#### [What you are asked to do]
The required answer is every line of the data containing the word "Localize".

=== Provided data ===

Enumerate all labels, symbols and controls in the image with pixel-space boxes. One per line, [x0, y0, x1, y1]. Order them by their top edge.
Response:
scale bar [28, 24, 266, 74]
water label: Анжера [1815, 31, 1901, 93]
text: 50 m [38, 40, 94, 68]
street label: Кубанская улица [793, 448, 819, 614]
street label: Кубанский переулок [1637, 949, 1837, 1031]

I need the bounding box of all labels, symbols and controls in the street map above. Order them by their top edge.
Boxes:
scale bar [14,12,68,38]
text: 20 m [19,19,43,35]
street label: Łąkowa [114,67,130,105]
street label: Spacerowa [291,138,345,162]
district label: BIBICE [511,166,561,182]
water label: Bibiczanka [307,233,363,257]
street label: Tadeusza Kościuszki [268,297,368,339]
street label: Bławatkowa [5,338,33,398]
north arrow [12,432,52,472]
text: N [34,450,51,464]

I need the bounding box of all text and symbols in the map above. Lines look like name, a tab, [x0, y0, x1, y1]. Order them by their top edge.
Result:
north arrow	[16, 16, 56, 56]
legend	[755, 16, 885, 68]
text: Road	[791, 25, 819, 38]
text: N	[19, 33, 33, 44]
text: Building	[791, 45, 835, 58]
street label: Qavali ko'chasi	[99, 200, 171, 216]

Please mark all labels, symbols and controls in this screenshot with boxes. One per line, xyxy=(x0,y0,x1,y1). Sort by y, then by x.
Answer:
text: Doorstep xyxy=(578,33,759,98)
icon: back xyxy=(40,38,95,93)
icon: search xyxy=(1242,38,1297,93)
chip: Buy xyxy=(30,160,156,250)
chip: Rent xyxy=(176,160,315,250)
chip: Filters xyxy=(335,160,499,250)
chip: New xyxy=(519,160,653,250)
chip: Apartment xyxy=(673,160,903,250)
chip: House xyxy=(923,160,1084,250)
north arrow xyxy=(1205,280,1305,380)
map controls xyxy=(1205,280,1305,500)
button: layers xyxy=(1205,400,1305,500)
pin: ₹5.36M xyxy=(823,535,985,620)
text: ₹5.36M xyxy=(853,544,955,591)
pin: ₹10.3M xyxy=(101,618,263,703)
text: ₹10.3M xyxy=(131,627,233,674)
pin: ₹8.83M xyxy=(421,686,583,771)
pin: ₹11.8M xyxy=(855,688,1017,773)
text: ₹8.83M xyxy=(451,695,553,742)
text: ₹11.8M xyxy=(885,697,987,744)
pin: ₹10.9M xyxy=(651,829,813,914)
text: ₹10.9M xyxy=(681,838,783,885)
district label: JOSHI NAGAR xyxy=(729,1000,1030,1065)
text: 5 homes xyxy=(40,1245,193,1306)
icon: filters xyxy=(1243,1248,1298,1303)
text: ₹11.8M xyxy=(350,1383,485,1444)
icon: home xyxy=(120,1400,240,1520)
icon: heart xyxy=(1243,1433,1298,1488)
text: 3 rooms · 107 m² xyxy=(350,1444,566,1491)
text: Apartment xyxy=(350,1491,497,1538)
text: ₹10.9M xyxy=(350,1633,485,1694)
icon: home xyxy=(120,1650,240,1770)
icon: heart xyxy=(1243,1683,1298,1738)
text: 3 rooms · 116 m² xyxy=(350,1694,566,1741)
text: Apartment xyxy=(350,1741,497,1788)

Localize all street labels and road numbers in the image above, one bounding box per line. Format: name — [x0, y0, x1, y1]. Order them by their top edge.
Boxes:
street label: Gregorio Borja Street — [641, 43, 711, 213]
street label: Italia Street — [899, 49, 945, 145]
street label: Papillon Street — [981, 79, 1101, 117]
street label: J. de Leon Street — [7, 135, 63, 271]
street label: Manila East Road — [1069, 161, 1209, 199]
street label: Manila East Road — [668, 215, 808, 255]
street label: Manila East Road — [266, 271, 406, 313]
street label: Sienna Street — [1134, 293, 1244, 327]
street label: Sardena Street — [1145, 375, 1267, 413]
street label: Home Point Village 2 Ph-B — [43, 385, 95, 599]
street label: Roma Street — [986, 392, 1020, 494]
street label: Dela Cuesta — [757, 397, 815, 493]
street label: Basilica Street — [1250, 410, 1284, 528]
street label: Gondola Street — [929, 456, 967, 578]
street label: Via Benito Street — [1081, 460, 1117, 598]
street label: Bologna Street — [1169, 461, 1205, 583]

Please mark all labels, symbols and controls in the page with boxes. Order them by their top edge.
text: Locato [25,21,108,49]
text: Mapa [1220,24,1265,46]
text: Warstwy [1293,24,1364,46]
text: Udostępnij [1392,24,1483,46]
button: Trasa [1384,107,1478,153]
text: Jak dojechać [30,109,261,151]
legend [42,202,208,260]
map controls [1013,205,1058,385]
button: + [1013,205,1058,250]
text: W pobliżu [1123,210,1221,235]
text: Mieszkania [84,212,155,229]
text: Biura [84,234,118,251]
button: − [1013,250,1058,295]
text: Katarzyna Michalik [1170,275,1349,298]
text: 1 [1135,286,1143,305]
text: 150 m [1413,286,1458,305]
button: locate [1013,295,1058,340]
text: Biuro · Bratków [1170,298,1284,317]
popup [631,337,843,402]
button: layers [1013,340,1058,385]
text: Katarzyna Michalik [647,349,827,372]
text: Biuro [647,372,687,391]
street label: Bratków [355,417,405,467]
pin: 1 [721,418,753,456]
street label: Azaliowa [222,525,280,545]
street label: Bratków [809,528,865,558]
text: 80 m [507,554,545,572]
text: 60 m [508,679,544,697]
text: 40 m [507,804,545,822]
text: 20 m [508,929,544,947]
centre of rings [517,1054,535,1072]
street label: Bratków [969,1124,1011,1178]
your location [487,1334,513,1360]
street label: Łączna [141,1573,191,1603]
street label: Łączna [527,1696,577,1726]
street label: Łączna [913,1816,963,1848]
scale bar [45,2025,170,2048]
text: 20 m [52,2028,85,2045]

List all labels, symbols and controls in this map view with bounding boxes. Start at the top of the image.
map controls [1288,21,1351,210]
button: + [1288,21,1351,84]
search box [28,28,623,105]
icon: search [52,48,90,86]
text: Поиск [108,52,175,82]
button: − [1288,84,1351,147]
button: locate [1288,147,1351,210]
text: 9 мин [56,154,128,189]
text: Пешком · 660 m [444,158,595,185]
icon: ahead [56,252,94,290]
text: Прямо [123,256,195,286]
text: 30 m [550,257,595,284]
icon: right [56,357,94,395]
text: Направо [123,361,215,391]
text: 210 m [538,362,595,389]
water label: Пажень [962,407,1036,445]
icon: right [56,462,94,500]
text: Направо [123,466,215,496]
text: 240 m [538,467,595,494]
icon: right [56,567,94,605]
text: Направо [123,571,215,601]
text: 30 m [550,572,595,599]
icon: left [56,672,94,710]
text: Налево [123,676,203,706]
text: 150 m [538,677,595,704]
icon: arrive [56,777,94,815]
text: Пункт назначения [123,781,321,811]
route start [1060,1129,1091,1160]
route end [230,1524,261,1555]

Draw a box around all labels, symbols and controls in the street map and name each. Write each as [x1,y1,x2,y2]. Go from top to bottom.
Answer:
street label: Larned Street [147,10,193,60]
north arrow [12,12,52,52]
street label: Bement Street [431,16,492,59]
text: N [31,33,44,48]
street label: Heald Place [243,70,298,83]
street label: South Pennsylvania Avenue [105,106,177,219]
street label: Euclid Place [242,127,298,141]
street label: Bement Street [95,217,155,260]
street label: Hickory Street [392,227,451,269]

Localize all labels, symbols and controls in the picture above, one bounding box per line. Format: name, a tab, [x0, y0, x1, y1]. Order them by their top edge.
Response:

===

#### [Solution to the problem]
Localize all street labels and road numbers in the image above, one bounding box per line. Format: name — [x0, y0, x1, y1]. Order them by their top edge.
Localize all labels, symbols and controls in the picture above, one bounding box per line. Format: name, a tab, [x0, y0, x1, y1]. Order them by their top edge.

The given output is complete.